◆ WORK INSTRUCTIONS
Through the line that contains "Dump the readable", return the data below exactly, starting at its first line; leave the rest out.

Collected data
====

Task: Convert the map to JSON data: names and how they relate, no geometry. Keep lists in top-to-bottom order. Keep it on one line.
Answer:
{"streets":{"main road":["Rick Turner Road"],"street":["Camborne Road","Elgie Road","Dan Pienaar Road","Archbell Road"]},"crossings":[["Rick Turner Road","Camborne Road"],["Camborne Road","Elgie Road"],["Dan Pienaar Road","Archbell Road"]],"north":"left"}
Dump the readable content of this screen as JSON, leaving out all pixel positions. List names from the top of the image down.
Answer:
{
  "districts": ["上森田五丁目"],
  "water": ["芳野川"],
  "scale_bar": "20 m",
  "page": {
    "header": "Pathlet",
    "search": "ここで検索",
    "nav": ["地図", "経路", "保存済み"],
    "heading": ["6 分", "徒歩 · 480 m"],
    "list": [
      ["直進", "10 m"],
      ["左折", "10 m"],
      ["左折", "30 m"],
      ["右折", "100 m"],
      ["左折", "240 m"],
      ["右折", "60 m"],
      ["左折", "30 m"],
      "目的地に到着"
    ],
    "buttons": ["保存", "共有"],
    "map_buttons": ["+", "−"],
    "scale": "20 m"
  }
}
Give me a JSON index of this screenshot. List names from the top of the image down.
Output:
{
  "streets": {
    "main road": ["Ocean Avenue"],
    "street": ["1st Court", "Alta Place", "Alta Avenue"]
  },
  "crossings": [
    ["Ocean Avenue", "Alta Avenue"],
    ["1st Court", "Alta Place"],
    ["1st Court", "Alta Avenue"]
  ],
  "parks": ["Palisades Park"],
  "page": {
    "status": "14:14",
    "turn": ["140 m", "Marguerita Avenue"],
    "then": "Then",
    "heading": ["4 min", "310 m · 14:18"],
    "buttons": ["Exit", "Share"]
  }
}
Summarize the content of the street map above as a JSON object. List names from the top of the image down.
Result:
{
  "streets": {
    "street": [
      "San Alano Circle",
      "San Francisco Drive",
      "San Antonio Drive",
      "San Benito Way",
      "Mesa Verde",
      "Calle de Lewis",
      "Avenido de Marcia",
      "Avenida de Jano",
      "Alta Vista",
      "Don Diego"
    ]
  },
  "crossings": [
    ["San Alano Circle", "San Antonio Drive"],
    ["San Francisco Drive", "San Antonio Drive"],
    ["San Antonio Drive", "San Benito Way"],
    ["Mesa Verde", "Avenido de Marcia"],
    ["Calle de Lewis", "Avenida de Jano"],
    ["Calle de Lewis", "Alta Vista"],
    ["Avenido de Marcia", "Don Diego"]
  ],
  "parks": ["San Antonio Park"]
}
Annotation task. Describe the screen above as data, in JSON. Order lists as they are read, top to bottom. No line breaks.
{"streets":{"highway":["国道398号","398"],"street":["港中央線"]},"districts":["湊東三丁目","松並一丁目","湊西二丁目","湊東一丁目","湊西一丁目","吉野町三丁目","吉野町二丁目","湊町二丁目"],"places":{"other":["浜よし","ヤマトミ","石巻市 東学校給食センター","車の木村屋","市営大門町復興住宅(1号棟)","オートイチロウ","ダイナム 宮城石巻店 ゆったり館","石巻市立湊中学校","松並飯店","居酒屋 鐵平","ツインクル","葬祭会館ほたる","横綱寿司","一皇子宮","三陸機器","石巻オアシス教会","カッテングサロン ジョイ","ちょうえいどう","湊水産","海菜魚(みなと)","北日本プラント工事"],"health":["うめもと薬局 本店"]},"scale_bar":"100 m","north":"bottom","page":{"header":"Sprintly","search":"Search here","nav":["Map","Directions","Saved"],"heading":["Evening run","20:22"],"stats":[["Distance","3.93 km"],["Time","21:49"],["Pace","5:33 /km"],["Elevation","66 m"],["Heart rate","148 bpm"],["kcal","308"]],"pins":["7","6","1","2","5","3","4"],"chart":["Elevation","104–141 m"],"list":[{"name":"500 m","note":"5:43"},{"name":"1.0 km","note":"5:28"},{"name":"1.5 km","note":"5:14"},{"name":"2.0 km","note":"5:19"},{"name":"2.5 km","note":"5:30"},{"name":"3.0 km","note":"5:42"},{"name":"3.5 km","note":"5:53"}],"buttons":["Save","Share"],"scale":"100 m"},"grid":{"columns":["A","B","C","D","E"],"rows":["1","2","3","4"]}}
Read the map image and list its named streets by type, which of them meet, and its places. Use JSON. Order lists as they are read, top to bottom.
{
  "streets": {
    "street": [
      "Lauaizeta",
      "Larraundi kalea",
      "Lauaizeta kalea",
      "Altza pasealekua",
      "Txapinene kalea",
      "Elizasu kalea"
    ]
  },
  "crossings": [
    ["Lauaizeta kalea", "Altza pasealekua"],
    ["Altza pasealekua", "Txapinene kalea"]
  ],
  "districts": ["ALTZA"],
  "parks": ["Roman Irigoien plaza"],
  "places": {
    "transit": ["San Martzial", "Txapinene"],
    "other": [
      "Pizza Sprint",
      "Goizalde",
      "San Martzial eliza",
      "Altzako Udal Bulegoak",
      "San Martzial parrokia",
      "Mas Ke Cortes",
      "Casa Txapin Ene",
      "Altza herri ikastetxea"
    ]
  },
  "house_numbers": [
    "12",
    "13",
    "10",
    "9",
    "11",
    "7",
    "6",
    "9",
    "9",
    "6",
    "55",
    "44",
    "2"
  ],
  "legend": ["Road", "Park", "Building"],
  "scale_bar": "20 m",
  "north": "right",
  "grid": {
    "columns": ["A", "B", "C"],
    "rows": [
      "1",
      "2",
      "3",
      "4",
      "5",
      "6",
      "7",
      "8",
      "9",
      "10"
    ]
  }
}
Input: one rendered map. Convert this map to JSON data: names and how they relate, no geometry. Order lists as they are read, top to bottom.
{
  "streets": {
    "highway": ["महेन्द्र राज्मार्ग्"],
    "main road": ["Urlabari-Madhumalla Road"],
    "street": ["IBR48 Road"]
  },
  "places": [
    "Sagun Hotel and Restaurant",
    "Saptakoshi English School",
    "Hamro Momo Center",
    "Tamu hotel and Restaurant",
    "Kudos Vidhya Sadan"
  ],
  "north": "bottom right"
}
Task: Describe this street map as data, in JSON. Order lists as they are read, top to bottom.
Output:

====

◆ RESPONSE TO THIS TASK
Task: Convert the map to JSON data: names and how they relate, no geometry. Keep lists in top-to-bottom order. Keep it on one line.
Answer:
{"streets":{"main road":["Rick Turner Road"],"street":["Camborne Road","Elgie Road","Dan Pienaar Road","Archbell Road"]},"crossings":[["Rick Turner Road","Camborne Road"],["Camborne Road","Elgie Road"],["Dan Pienaar Road","Archbell Road"]],"north":"left"}
Dump the readable content of this screen as JSON, leaving out all pixel positions. List names from the top of the image down.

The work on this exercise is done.